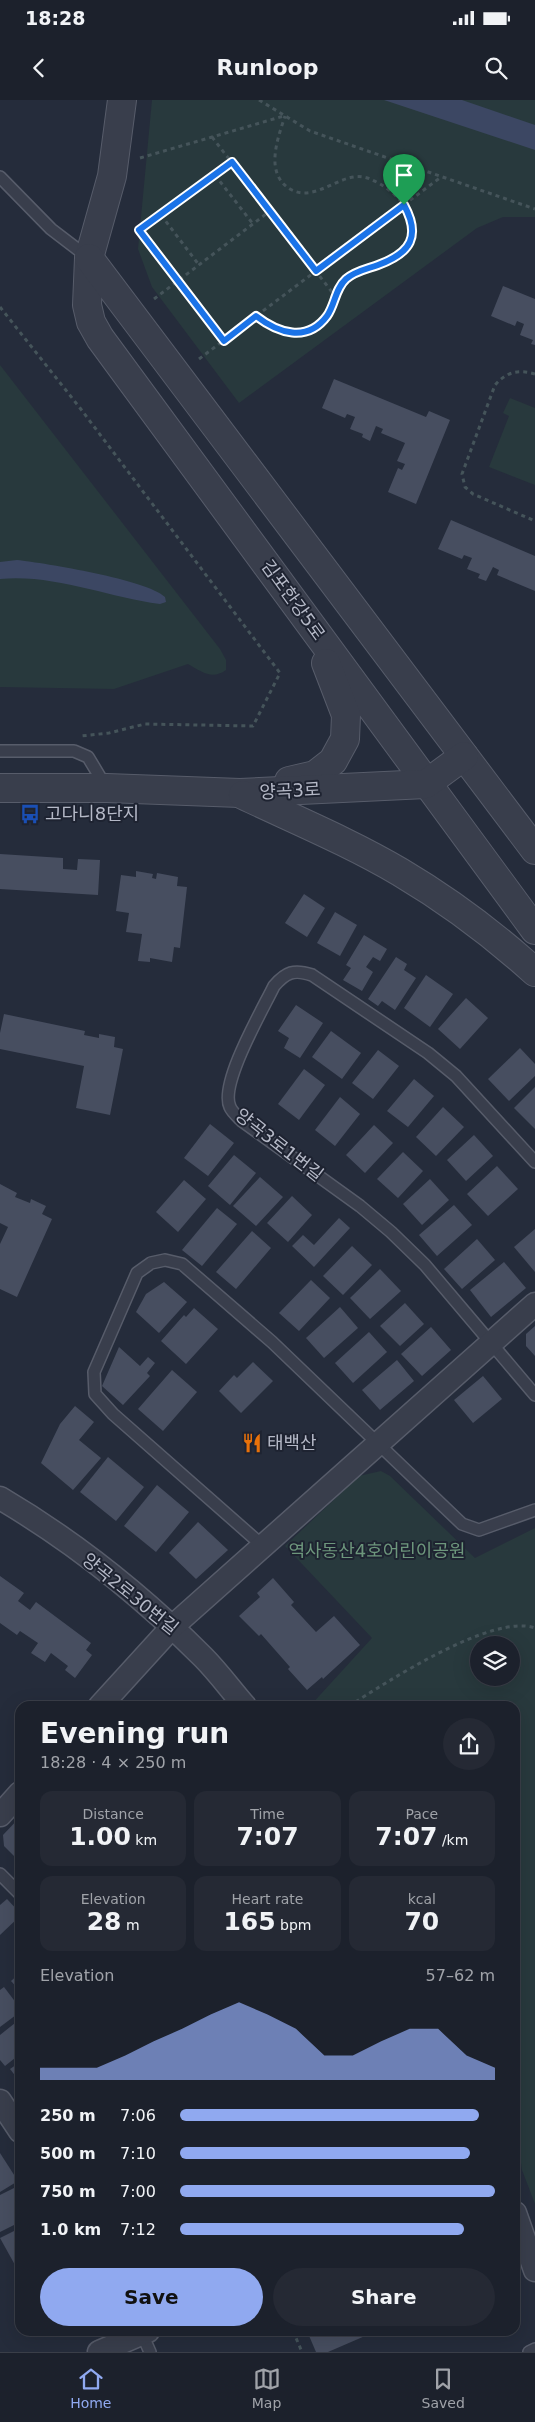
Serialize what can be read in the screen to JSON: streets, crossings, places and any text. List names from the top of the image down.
{
  "streets": {
    "street": ["김포한강5로", "양곡3로", "양곡2로30번길"],
    "lane": ["양곡3로1번길"]
  },
  "crossings": [
    ["김포한강5로", "양곡3로"]
  ],
  "parks": ["역사동산4호어린이공원"],
  "places": {
    "bus stop": ["고다니8단지"],
    "restaurant": ["태백산"]
  },
  "page": {
    "status": "18:28",
    "header": "Runloop",
    "heading": ["Evening run", "18:28 · 4 × 250 m"],
    "stats": [
      ["Distance", "1.00 km"],
      ["Time", "7:07"],
      ["Pace", "7:07 /km"],
      ["Elevation", "28 m"],
      ["Heart rate", "165 bpm"],
      ["kcal", "70"]
    ],
    "chart": ["Elevation", "57–62 m"],
    "list": [
      {
        "name": "250 m",
        "note": "7:06"
      },
      {
        "name": "500 m",
        "note": "7:10"
      },
      {
        "name": "750 m",
        "note": "7:00"
      },
      {
        "name": "1.0 km",
        "note": "7:12"
      }
    ],
    "buttons": ["Save", "Share"],
    "tabs": ["Home", "Map", "Saved"]
  }
}
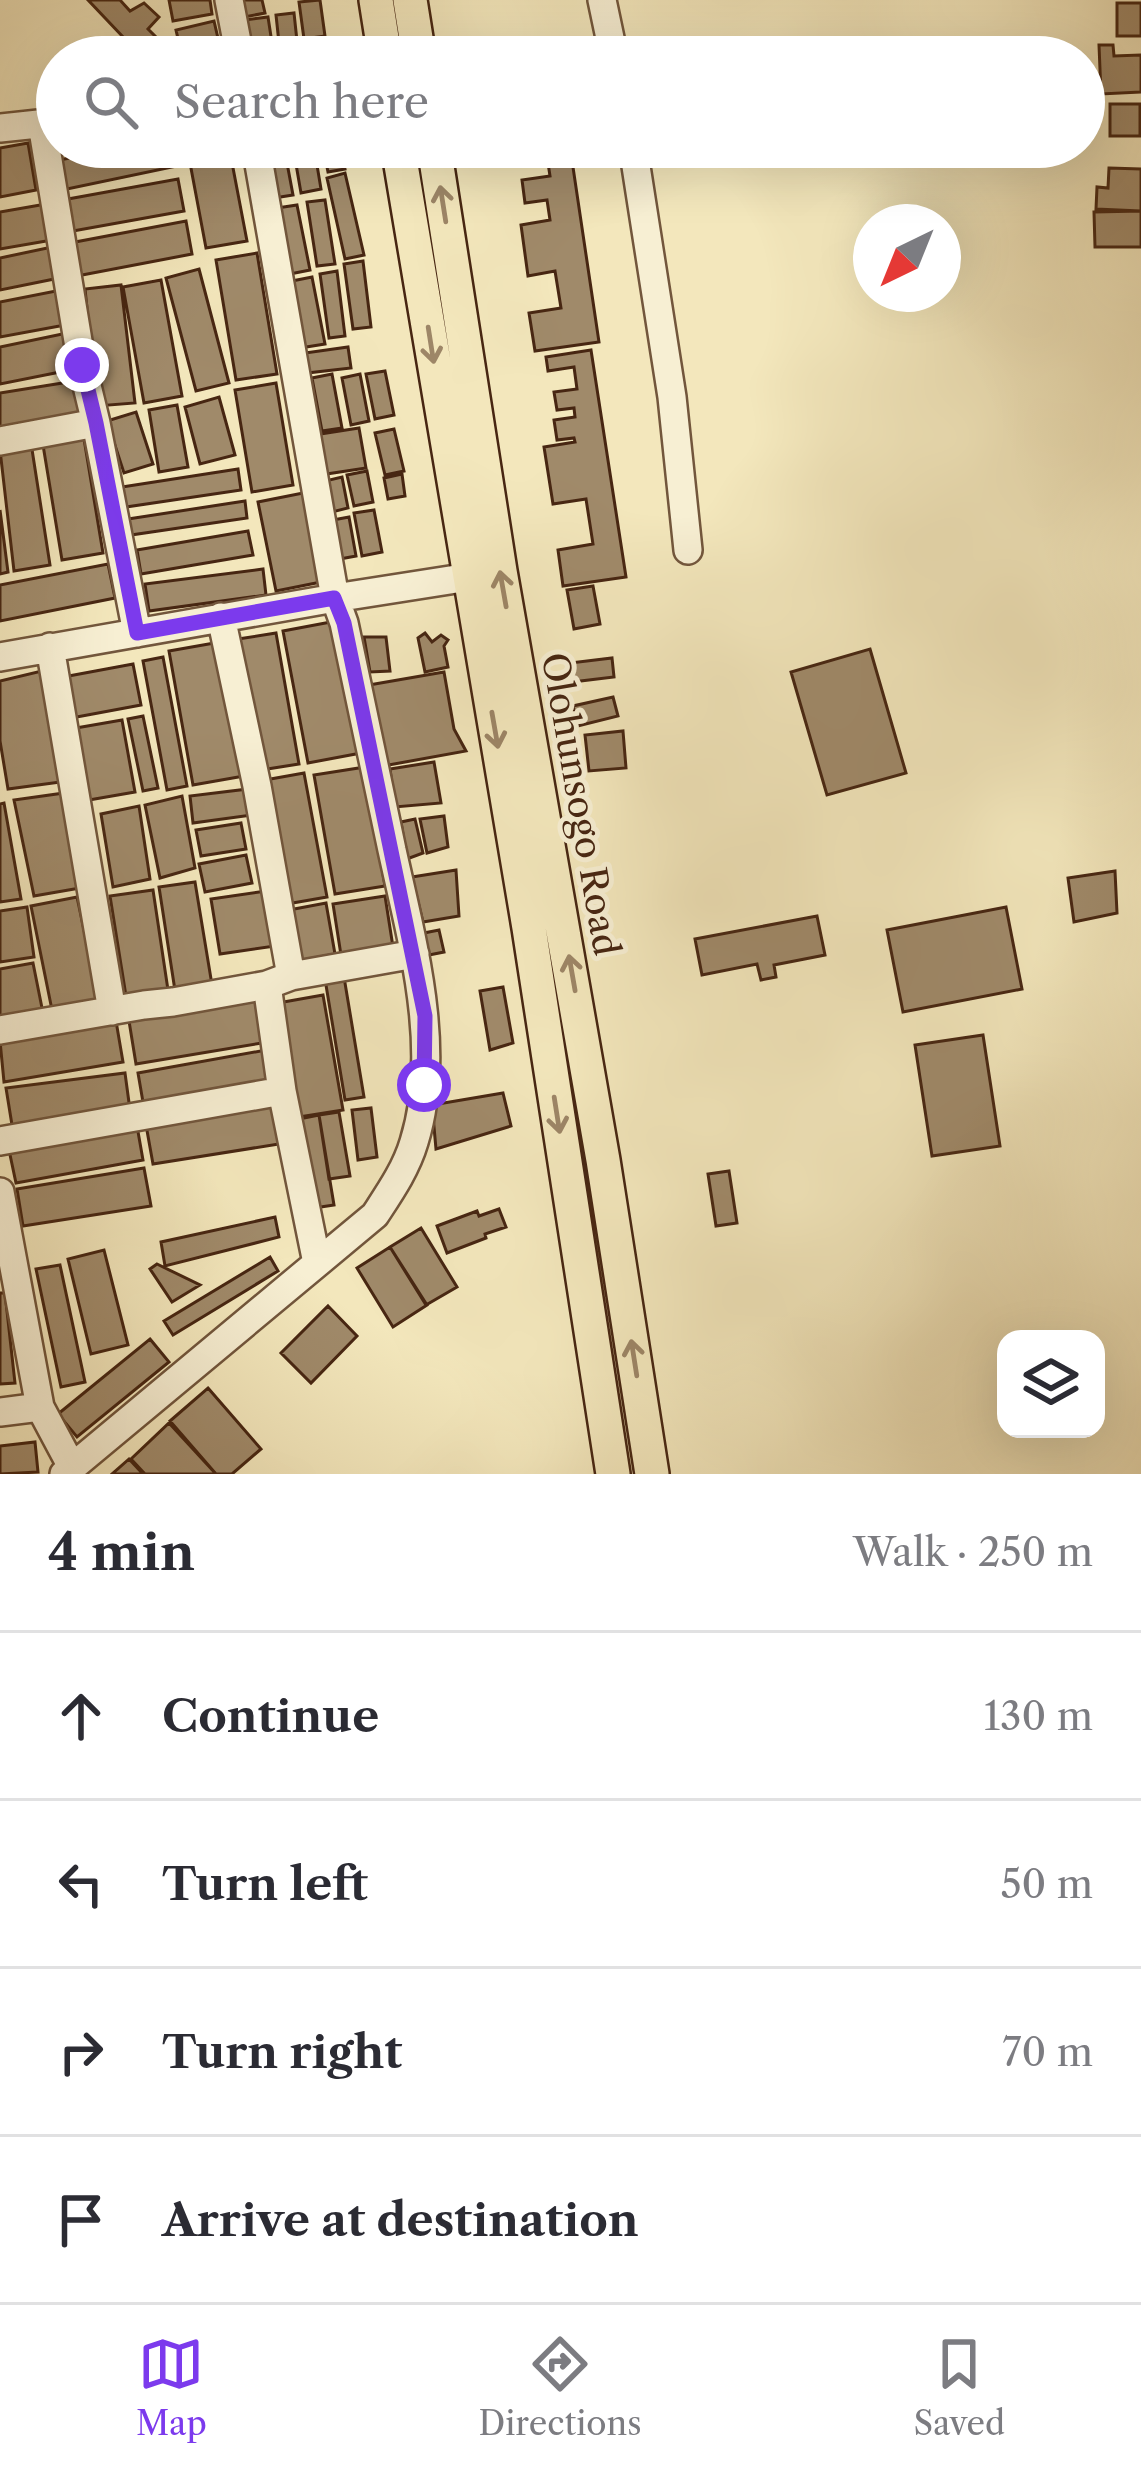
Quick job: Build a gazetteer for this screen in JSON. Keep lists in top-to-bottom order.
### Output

○ ○ ○ ○ ○ ○ ○

● Activity
An exact reprint of every record is required, with the pictures omitted.

● Response area
Serialize what can be read in the screen to JSON: streets, crossings, places and any text. List names from the top of the image down.
{
  "streets": {
    "street": ["김포한강5로", "양곡3로", "양곡2로30번길"],
    "lane": ["양곡3로1번길"]
  },
  "crossings": [
    ["김포한강5로", "양곡3로"]
  ],
  "parks": ["역사동산4호어린이공원"],
  "places": {
    "bus stop": ["고다니8단지"],
    "restaurant": ["태백산"]
  },
  "page": {
    "status": "18:28",
    "header": "Runloop",
    "heading": ["Evening run", "18:28 · 4 × 250 m"],
    "stats": [
      ["Distance", "1.00 km"],
      ["Time", "7:07"],
      ["Pace", "7:07 /km"],
      ["Elevation", "28 m"],
      ["Heart rate", "165 bpm"],
      ["kcal", "70"]
    ],
    "chart": ["Elevation", "57–62 m"],
    "list": [
      {
        "name": "250 m",
        "note": "7:06"
      },
      {
        "name": "500 m",
        "note": "7:10"
      },
      {
        "name": "750 m",
        "note": "7:00"
      },
      {
        "name": "1.0 km",
        "note": "7:12"
      }
    ],
    "buttons": ["Save", "Share"],
    "tabs": ["Home", "Map", "Saved"]
  }
}
Quick job: Build a gazetteer for this screen in JSON. Keep lists in top-to-bottom order.
### Output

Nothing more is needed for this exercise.